The House of Representatives dropped a proposal to require the White House to forward its internal communications to the President on pardons to Congress, raising concerns about executive privilege. But it retained another idea, which the administration allegedly objected to, asking the Justice Department to hand over its investigation files into pardons.

Lawmakers also restricted a proposal that law enforcement officials would have to pay out of pocket all fines for disregarding subpoenas. The revised bill will eliminate cases where presidents invoked executive privileges in writing and instructed subordinates not to do so.

The government is also reported to have raised concerns about a proposal to expedite judicial review of Congressional subpoenas. Legislature added a provision requiring Congress to demonstrate to a court in such lawsuits that it had made good faith efforts to negotiate a compromise.

But while the government is said to have raised concerns about separation of powers over a proposal to prevent presidents from firing Inspectors General for no specific reason, such as wrongdoing, the House Democrats kept it in the bill.

A White House spokesman previously said the administration broadly supports most of the “restoring the guard rails” of American democracy, while also committing to working with Congress on the details.
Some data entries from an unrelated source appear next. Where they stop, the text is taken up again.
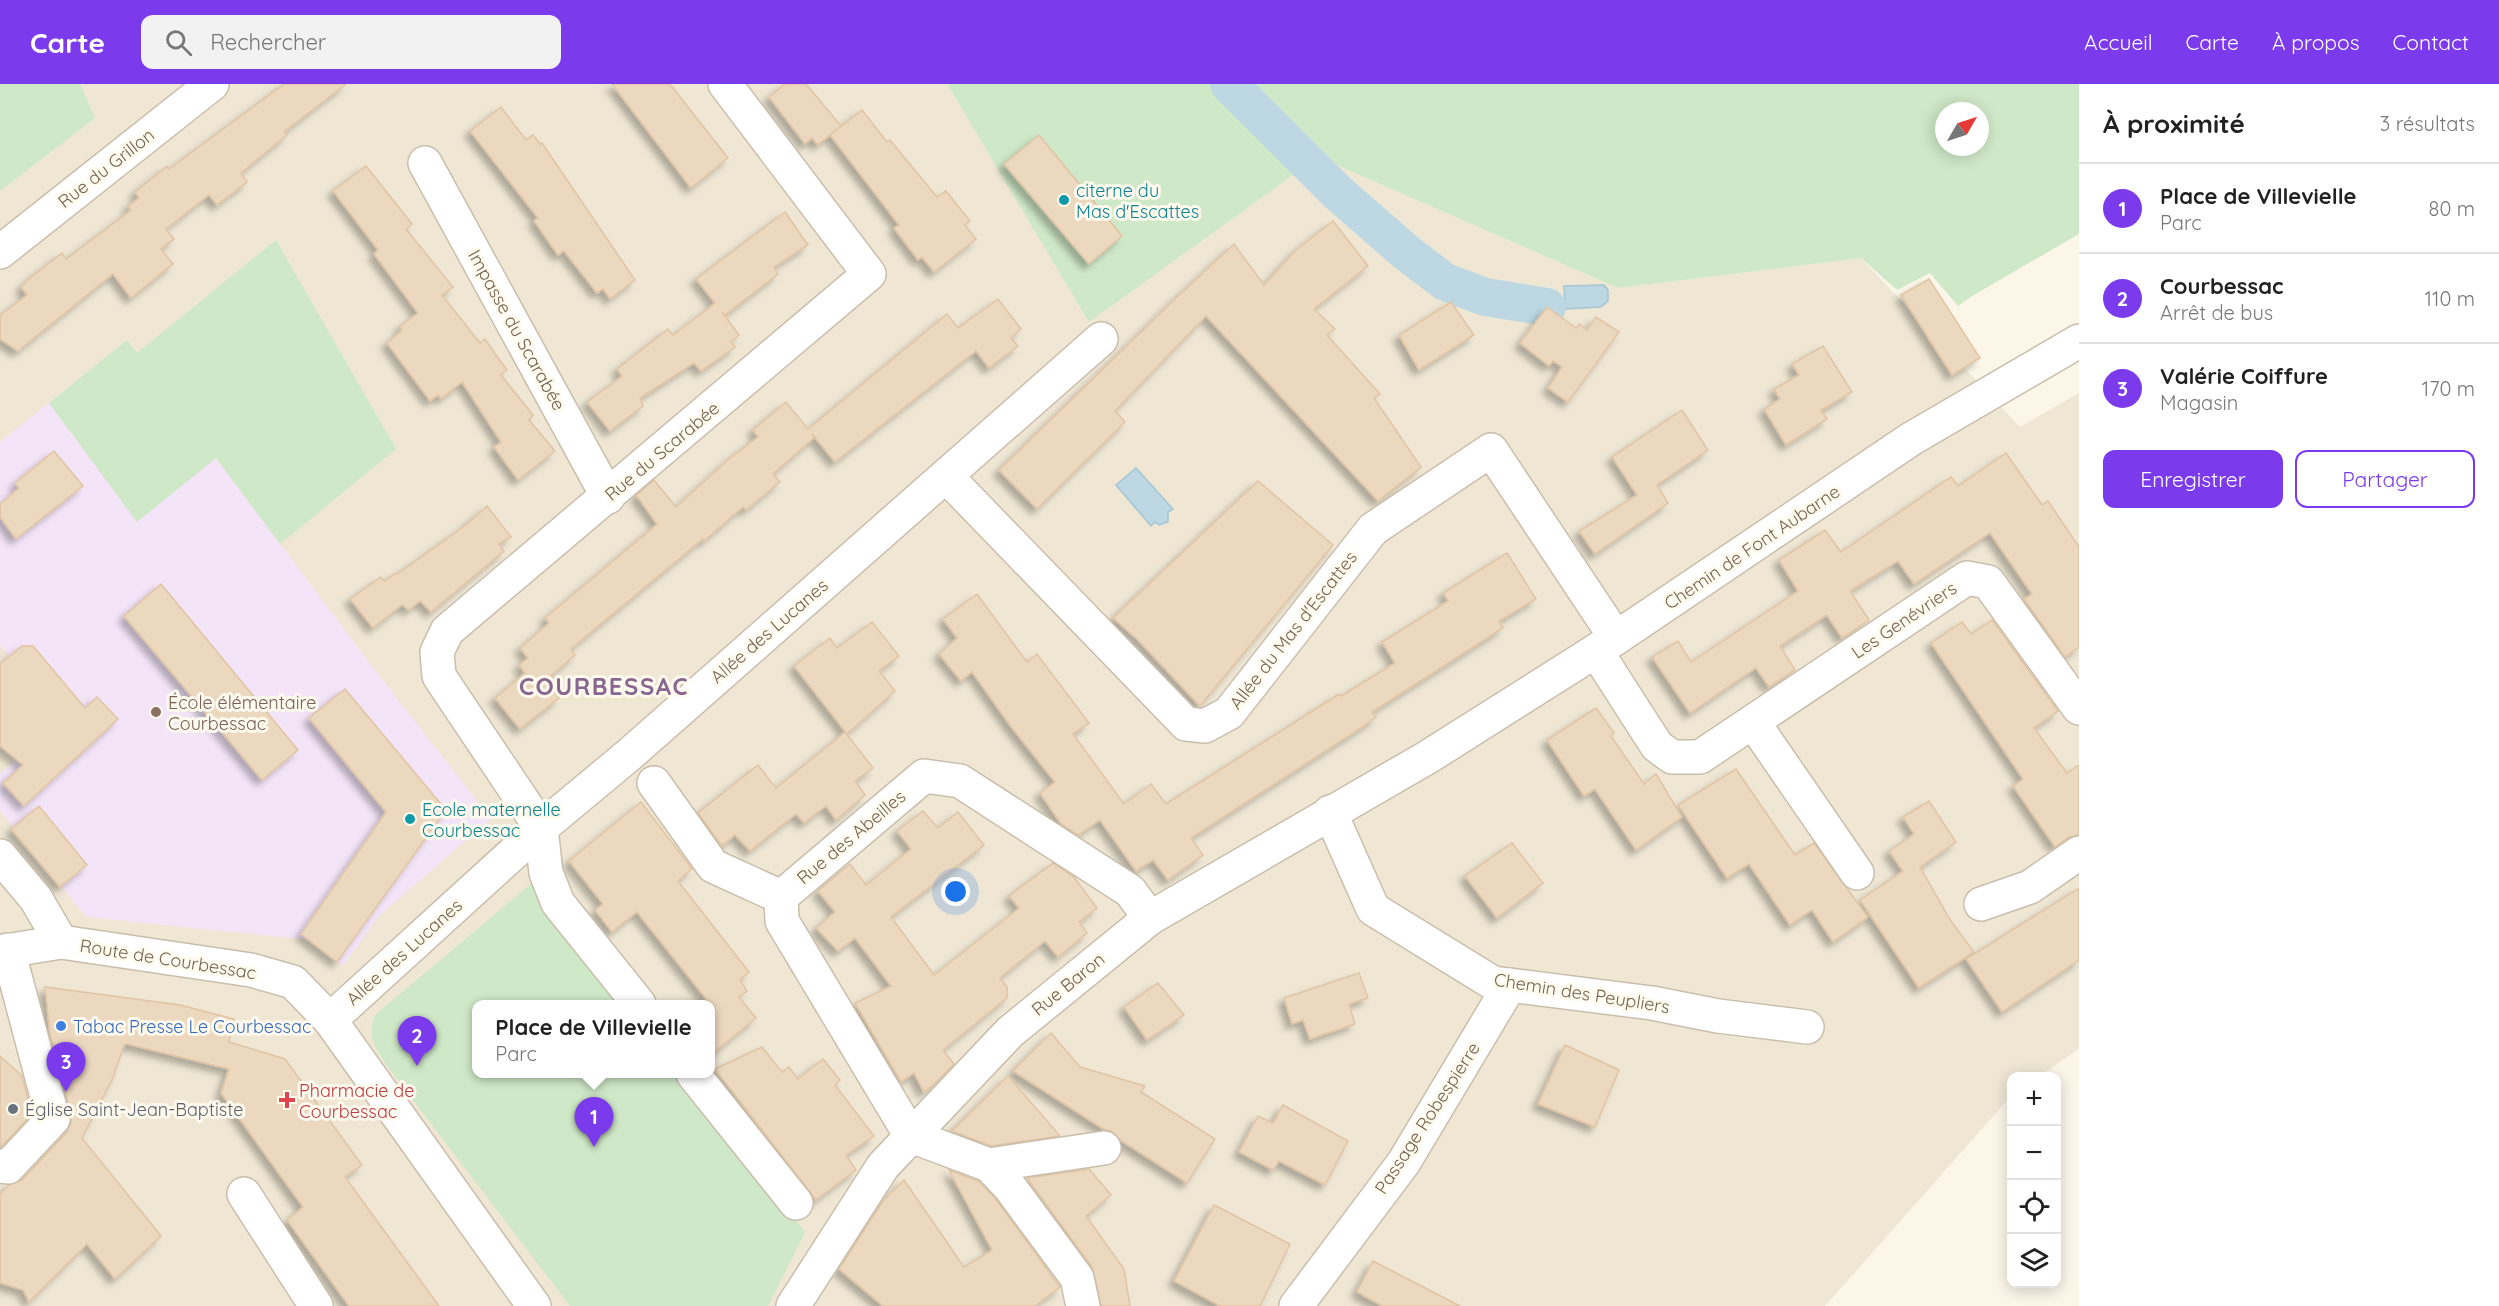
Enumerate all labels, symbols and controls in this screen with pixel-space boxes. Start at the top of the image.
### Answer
search box [141,15,561,69]
text: Carte [30,25,105,60]
icon: search [162,26,195,59]
text: Rechercher [210,28,326,56]
text: Accueil [2084,29,2153,55]
text: Carte [2186,29,2239,55]
text: À propos [2272,29,2360,55]
text: Contact [2393,29,2469,55]
north arrow [1935,102,1989,156]
text: À proximité [2103,107,2245,140]
text: 3 résultats [2380,111,2475,136]
street label: Rue du Grillon [53,123,159,213]
place label: citerne du Mas d'Escattes [1076,179,1199,223]
text: Place de Villevielle [2160,182,2356,210]
marker: citerne du Mas d'Escattes [1057,193,1071,207]
text: 1 [2119,196,2126,221]
text: 80 m [2429,196,2475,221]
text: Parc [2160,210,2202,235]
street label: Impasse du Scarabée [463,246,571,414]
text: Courbessac [2160,272,2283,300]
text: 2 [2117,286,2128,311]
text: 110 m [2425,286,2475,311]
text: Arrêt de bus [2160,300,2273,325]
text: Valérie Coiffure [2160,362,2328,390]
text: 3 [2117,376,2128,401]
text: 170 m [2422,376,2475,401]
text: Magasin [2160,390,2238,415]
street label: Rue du Scarabée [600,396,724,506]
button: Enregistrer [2103,450,2283,508]
button: Partager [2295,450,2475,508]
street label: Chemin de Font Aubarne [1660,480,1844,614]
street label: Allée du Mas d'Escattes [1224,546,1362,714]
street label: Allée des Lucanes [705,574,833,688]
street label: Les Genévriers [1847,576,1961,664]
district label: COURBESSAC [519,671,689,701]
place label: École élémentaire Courbessac [168,691,316,735]
marker: École élémentaire Courbessac [149,705,163,719]
street label: Rue des Abeilles [792,785,910,889]
place label: Ecole maternelle Courbessac [422,798,561,842]
marker: Ecole maternelle Courbessac [403,812,417,826]
your location [941,877,970,906]
street label: Allée des Lucanes [341,894,467,1010]
street label: Route de Courbessac [78,934,258,984]
street label: Rue Baron [1027,947,1109,1021]
street label: Chemin des Peupliers [1493,968,1671,1018]
popup [472,1000,715,1078]
text: Place de Villevielle [495,1013,692,1041]
place label: Tabac Presse Le Courbessac [73,1015,311,1038]
pin: 2 [398,1016,436,1066]
marker: Tabac Presse Le Courbessac [54,1019,68,1033]
street label: Passage Robespierre [1369,1038,1485,1198]
text: Parc [495,1041,537,1066]
pin: 3 [46,1042,86,1092]
map controls [2007,1072,2061,1288]
button: + [2007,1072,2061,1126]
place label: Pharmacie de Courbessac [299,1079,414,1123]
marker: Pharmacie de Courbessac [280,1093,294,1107]
place label: Église Saint-Jean-Baptiste [25,1098,243,1121]
pin: 1 [574,1098,614,1147]
marker: Église Saint-Jean-Baptiste [6,1102,20,1116]
button: − [2007,1126,2061,1180]
button: locate [2007,1180,2061,1234]
button: layers [2007,1234,2061,1288]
Many components have already been the subject of hearings or amendments in a committee and it is not clear whether Mrs Pelosi will bring further committee measures – and if so, which ones – or when she will bring it to the house floor.

In a statement, Ms Pelosi described the legislation as “a robust, transformative package of democratic reforms that will restore democratic norms and institutions and put in place essential safeguards to prevent any president, regardless of party, from abusing public trust or ours Desecrated democracy ”. . “

The Democrats have also coordinated with multiple stakeholders to develop what they hope will be at least bipartisan support. The groups also include Stand Up America, which was founded after Mr Trump’s surprise election victory in the 2016 election.

Its founder, Sean Eldridge, said in an interview that Stand Up America plans to run digital ads promoting the law, including on Facebook; To distribute explanations of the draft law to the members of the group; and asking them to write letters to the editor and phone the legislature.

“Our plan is to involve our two million members and build a grassroots pressure campaign to support this across the finish line,” said Eldridge.